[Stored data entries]
+===+

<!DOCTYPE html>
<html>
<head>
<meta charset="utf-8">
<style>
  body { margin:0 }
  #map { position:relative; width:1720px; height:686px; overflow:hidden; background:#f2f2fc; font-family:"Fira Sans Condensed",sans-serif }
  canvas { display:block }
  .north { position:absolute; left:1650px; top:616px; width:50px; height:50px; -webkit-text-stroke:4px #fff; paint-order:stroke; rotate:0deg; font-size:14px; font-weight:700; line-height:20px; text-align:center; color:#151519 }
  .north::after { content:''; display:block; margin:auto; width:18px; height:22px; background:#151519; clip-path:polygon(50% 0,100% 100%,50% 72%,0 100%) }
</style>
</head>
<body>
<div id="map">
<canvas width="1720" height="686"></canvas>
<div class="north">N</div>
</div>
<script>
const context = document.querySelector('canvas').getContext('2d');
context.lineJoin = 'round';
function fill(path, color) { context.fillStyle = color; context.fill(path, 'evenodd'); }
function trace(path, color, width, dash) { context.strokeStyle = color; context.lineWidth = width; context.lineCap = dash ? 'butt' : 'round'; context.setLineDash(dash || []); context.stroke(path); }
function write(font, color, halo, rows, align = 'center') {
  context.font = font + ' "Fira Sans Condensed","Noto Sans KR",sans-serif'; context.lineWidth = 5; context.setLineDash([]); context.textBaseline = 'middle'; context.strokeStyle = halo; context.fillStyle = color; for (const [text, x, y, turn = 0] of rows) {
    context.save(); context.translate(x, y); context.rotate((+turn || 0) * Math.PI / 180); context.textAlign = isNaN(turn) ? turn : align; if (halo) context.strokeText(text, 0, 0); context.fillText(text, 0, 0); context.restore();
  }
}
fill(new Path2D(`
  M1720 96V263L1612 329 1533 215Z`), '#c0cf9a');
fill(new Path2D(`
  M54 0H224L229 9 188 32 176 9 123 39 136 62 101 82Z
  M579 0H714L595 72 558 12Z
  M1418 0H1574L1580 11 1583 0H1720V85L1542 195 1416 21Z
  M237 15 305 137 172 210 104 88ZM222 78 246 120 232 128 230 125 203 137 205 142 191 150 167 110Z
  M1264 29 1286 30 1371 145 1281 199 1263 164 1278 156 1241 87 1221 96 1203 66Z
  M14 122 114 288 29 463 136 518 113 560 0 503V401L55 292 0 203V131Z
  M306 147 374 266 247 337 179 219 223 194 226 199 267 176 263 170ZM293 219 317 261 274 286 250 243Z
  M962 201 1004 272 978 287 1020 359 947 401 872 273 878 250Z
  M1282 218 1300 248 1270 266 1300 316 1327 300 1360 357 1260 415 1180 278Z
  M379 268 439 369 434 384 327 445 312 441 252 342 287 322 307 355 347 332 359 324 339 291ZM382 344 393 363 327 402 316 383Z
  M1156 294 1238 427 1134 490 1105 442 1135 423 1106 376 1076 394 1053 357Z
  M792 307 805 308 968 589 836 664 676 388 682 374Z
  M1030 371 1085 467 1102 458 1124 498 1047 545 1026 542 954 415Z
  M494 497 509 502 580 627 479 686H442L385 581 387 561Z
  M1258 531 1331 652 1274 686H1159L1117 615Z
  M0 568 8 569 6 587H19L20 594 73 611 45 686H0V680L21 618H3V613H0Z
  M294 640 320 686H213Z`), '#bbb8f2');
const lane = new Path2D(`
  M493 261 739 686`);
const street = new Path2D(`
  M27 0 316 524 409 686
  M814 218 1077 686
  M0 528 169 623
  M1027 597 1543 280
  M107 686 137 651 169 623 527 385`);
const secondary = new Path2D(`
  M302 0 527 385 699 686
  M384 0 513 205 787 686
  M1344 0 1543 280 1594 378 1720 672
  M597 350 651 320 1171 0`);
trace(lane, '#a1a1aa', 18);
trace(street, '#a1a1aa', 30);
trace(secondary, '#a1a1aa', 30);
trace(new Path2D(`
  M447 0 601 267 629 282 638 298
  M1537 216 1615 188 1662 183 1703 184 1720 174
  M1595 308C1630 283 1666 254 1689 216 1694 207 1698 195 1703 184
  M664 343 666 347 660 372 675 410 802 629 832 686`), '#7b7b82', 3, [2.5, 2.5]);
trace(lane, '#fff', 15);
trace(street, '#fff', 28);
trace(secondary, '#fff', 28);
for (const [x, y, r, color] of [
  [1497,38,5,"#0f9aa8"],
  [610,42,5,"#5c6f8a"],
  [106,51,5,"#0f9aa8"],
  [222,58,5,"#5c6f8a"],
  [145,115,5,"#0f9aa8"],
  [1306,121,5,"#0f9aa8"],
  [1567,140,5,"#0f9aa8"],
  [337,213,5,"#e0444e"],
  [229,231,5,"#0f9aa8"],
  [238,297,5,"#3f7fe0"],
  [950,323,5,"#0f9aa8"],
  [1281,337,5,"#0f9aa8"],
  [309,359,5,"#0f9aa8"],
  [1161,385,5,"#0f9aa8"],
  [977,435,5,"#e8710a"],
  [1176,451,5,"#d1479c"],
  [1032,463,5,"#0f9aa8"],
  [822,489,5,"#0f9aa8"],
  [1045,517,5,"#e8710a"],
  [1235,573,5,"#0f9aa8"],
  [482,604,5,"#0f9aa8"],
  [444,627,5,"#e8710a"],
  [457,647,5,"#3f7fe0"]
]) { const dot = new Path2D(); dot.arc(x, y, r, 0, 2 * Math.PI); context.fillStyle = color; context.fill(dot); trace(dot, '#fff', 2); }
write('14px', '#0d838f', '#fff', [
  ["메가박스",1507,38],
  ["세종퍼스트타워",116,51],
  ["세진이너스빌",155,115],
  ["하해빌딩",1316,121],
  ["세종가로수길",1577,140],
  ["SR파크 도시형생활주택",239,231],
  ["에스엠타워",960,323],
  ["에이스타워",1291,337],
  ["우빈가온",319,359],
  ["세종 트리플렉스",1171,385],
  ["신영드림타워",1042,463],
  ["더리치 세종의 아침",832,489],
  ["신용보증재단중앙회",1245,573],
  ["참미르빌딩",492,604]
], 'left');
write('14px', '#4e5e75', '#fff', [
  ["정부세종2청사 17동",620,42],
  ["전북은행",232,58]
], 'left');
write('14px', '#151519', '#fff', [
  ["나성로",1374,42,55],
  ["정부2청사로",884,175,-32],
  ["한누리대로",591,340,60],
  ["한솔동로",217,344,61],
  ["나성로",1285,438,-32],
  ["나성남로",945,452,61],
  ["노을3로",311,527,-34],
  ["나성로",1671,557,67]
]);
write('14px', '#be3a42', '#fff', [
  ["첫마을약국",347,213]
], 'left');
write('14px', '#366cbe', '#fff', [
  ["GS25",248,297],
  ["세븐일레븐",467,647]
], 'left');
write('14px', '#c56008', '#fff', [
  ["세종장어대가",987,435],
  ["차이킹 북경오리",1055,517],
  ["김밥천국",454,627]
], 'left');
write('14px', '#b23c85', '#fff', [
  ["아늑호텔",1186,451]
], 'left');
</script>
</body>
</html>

+===+

Brief ▸
Within the data above, find the lines that contain the word "canvas" and copy each of them.

Response to the task ▸
  canvas { display:block }
<canvas width="1720" height="686"></canvas>
const context = document.querySelector('canvas').getContext('2d');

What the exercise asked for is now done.